# Task brief
From the records below, take each line where the string "webkit" shows up and copy it.

++++ The input ++++

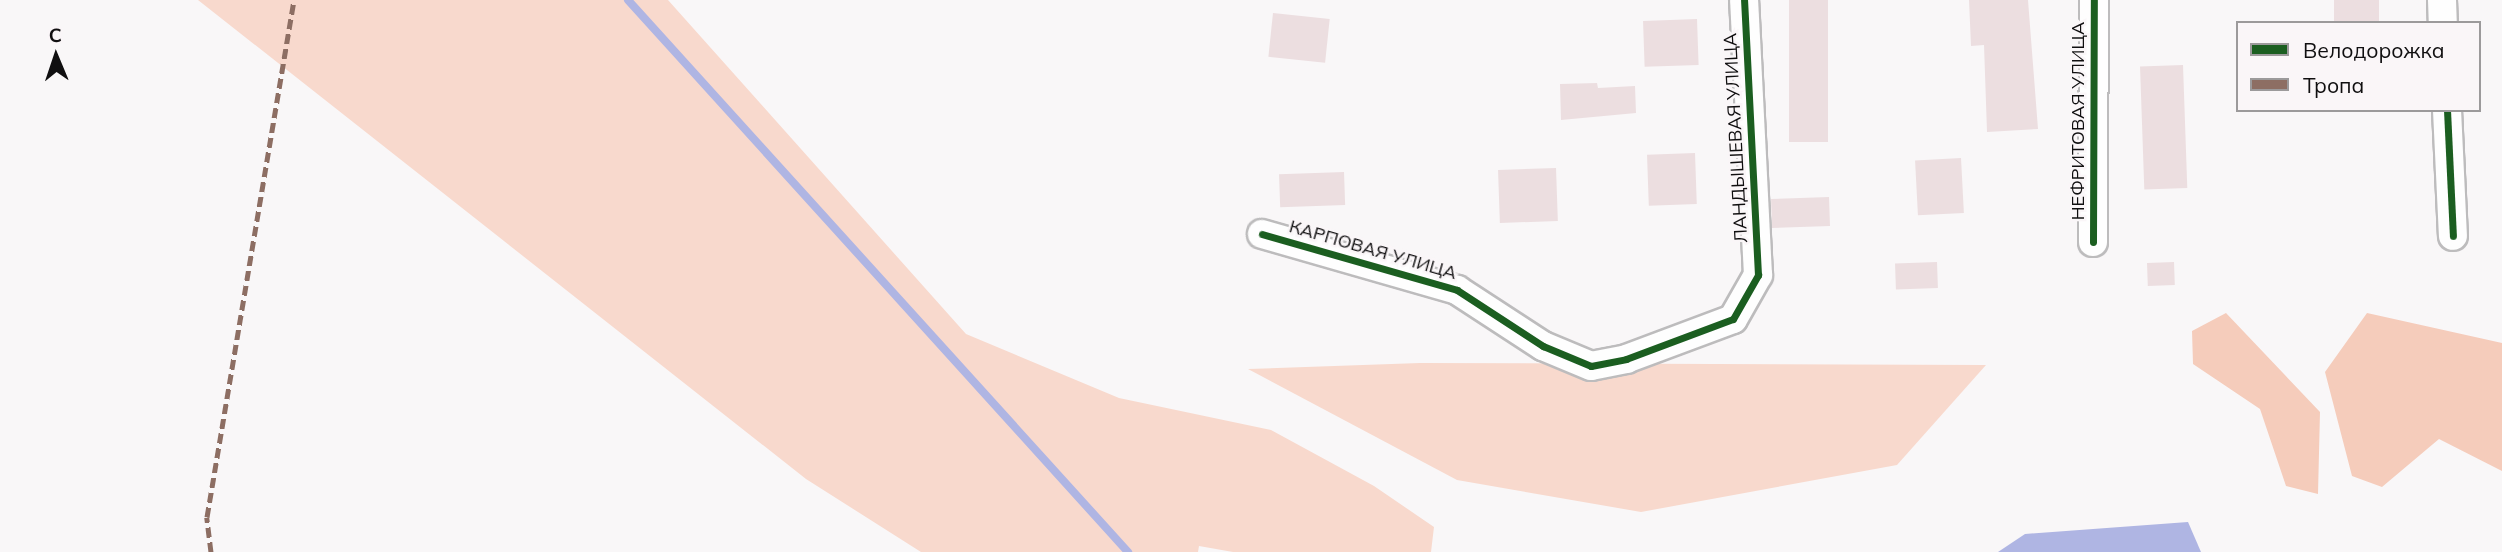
<!DOCTYPE html>
<html>
<head>
<meta charset="utf-8">
<style>
	body { margin:0 }
	#map { position:relative; width:2502px; height:552px; overflow:hidden; background:#f9f7f8; font-family:Mulish,sans-serif }
	div>[style] { position:absolute }
	.green>* { inset:0; background:#f8d9cd }
	.forest>* { inset:0; background:#f5ccbb }
	.water>* { inset:0; background:#afb5e3 }
	.stream>* { height:8px; margin:-4px; padding:0 4px; transform-origin:4px; border-radius:4px; background:#afb5e3 }
	.building>* { inset:0; background:#ecdee0; transform-origin:0 0 }
	.roads { filter:drop-shadow(2px 0 #bdbcbd) drop-shadow(-2px 0 #bdbcbd) drop-shadow(0 2px #bdbcbd) drop-shadow(0 -2px #bdbcbd) }
	.street>* { height:28px; margin:-14px; padding:0 14px; transform-origin:14px; border-radius:14px; background:#fefefe }
	.quiet>* { height:5px; margin-top:-2.5px; transform-origin:0; background:repeating-linear-gradient(90deg,#8d6e63 0 10px,transparent 0 15px) }
	.cycleway>* { height:7px; margin:-3.5px; padding:0 3.5px; transform-origin:3.5px; border-radius:3.5px; background:#1b5e20 }
	span { translate:-50% -50%; white-space:nowrap; text-align:center; line-height:1.15; -webkit-text-stroke:5px #faf6f8; paint-order:stroke }
	.street-label { font-size:18px; color:#100f10 }
	.legend { position:absolute; left:2236px; top:21px; width:245px; height:91px; box-sizing:border-box; background:#faf6f8; border:2px solid #9c9a9b; margin:0; padding:9px 12px; list-style:none; font-size:21px; color:#100f10 }
	.legend li { display:flex; align-items:center; gap:14px; height:35px }
	.legend b { width:35px; border:2px solid #9c9a9b }
	.north { position:absolute; left:21px; top:21px; width:70px; height:70px; -webkit-text-stroke:5px #faf6f8; paint-order:stroke; rotate:358deg; font-size:19px; font-weight:700; line-height:28px; text-align:center; color:#100f10 }
	.north::after { content:''; display:block; margin:auto; width:24px; height:32px; background:#100f10; clip-path:polygon(50% 0,100% 100%,50% 72%,0 100%) }
</style>
</head>
<body>
<div id="map">
	<div class="green">
		<div style="clip-path:polygon(198px 0,668px 0,966px 334px,1119px 398px,1271px 430px,1374px 486px,1434px 527px,1431px 552px,1233px 552px,1199px 546px,1198px 552px,921px 552px,806px 479px)"></div>
		<div style="clip-path:polygon(1420px 363px,1986px 365px,1897px 465px,1641px 512px,1457px 480px,1248px 369px)"></div>
	</div>
	<div class="forest">
		<div style="clip-path:polygon(2226px 313px,2320px 412px,2318px 494px,2286px 486px,2260px 409px,2193px 364px,2192px 331px)"></div>
		<div style="clip-path:polygon(2367px 313px,2502px 343px,2502px 471px,2439px 439px,2382px 487px,2352px 476px,2325px 372px)"></div>
	</div>
	<div class="water">
		<div style="clip-path:polygon(2188px 522px,2201px 552px,1998px 552px,2025px 534px)"></div>
	</div>
	<div class="stream">
		<div style="left:628px;top:0;width:745px;rotate:47.83deg"></div>
	</div>
	<div class="building">
		<div style="left:1789px;top:0;width:39px;height:142px"></div>
		<div style="clip-path:polygon(1969px 0,2028px 0,2038px 129px,1987px 132px,1984px 45px,1971px 46px)"></div>
		<div style="left:2334px;top:0;width:45px;height:22px"></div>
		<div style="left:1273px;top:13px;width:57px;height:44px;rotate:6deg"></div>
		<div style="left:1697px;top:19px;width:46px;height:54px;rotate:88deg"></div>
		<div style="left:2183px;top:65px;width:123px;height:43px;rotate:88deg"></div>
		<div style="clip-path:polygon(1597px 83px,1598px 88px,1635px 86px,1636px 113px,1561px 120px,1560px 84px)"></div>
		<div style="left:1695px;top:153px;width:51px;height:48px;rotate:88deg"></div>
		<div style="left:1961px;top:158px;width:55px;height:46px;rotate:87deg"></div>
		<div style="left:1556px;top:168px;width:53px;height:58px;rotate:88deg"></div>
		<div style="left:1344px;top:172px;width:33px;height:65px;rotate:88deg"></div>
		<div style="left:1829px;top:197px;width:29px;height:58px;rotate:88deg"></div>
		<div style="left:1937px;top:262px;width:26px;height:42px;rotate:88deg"></div>
		<div style="left:2174px;top:262px;width:23px;height:27px;rotate:88deg"></div>
	</div>
	<div class="roads">
		<div class="street">
			<div style="left:2442px;top:0;width:23px;rotate:88deg"></div>
			<div style="left:2447px;top:110px;width:126px;rotate:87.3deg"></div>
			<div style="left:1262px;top:234px;width:203px;rotate:16deg"></div>
			<div style="left:1457px;top:290px;width:103px;rotate:33.1deg"></div>
			<div style="left:1543px;top:346px;width:52px;rotate:22.6deg"></div>
			<div style="left:1591px;top:366px;width:36px;rotate:-11deg"></div>
			<div style="left:1626px;top:359px;width:114px;rotate:-20.5deg"></div>
			<div style="left:1733px;top:319px;width:51px;rotate:-60.4deg"></div>
			<div style="left:1758px;top:275px;width:275px;rotate:-92.9deg"></div>
			<div style="left:2093px;top:242px;width:242px;rotate:-89.8deg"></div>
		</div>
	</div>
	<div class="quiet">
		<div style="left:211px;top:552px;width:35px;rotate:-97deg"></div>
		<div style="left:207px;top:517px;width:524px;rotate:-80.45deg"></div>
	</div>
	<div class="cycleway">
		<div style="left:2447px;top:110px;width:126px;rotate:87.3deg"></div>
		<div style="left:1262px;top:234px;width:203px;rotate:16deg"></div>
		<div style="left:1457px;top:290px;width:103px;rotate:33.1deg"></div>
		<div style="left:1543px;top:346px;width:52px;rotate:22.6deg"></div>
		<div style="left:1591px;top:366px;width:36px;rotate:-11deg"></div>
		<div style="left:1626px;top:359px;width:114px;rotate:-20.5deg"></div>
		<div style="left:1733px;top:319px;width:51px;rotate:-60.4deg"></div>
		<div style="left:1758px;top:275px;width:275px;rotate:-92.9deg"></div>
		<div style="left:2093px;top:242px;width:242px;rotate:-89.8deg"></div>
	</div>
	<div class="street-label">
		<span style="left:2078px;top:121px;rotate:-90deg">НЕФРИТОВАЯ УЛИЦА</span>
		<span style="left:1736px;top:138px;rotate:-93deg">ЛАНДЫШЕВАЯ УЛИЦА</span>
		<span style="left:1373px;top:250px;rotate:16deg">КАРПОВАЯ УЛИЦА</span>
	</div>
	<ul class="legend">
	<li><b style="height:9px;background:#1b5e20"></b>Велодорожка</li>
	<li><b style="height:9px;background:#8d6e63"></b>Тропа</li>
	</ul>
	<div class="north">С</div>
</div>
</body>
</html>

++++

# Answer box
	span { translate:-50% -50%; white-space:nowrap; text-align:center; line-height:1.15; -webkit-text-stroke:5px #faf6f8; paint-order:stroke }
	.north { position:absolute; left:21px; top:21px; width:70px; height:70px; -webkit-text-stroke:5px #faf6f8; paint-order:stroke; rotate:358deg; font-size:19px; font-weight:700; line-height:28px; text-align:center; color:#100f10 }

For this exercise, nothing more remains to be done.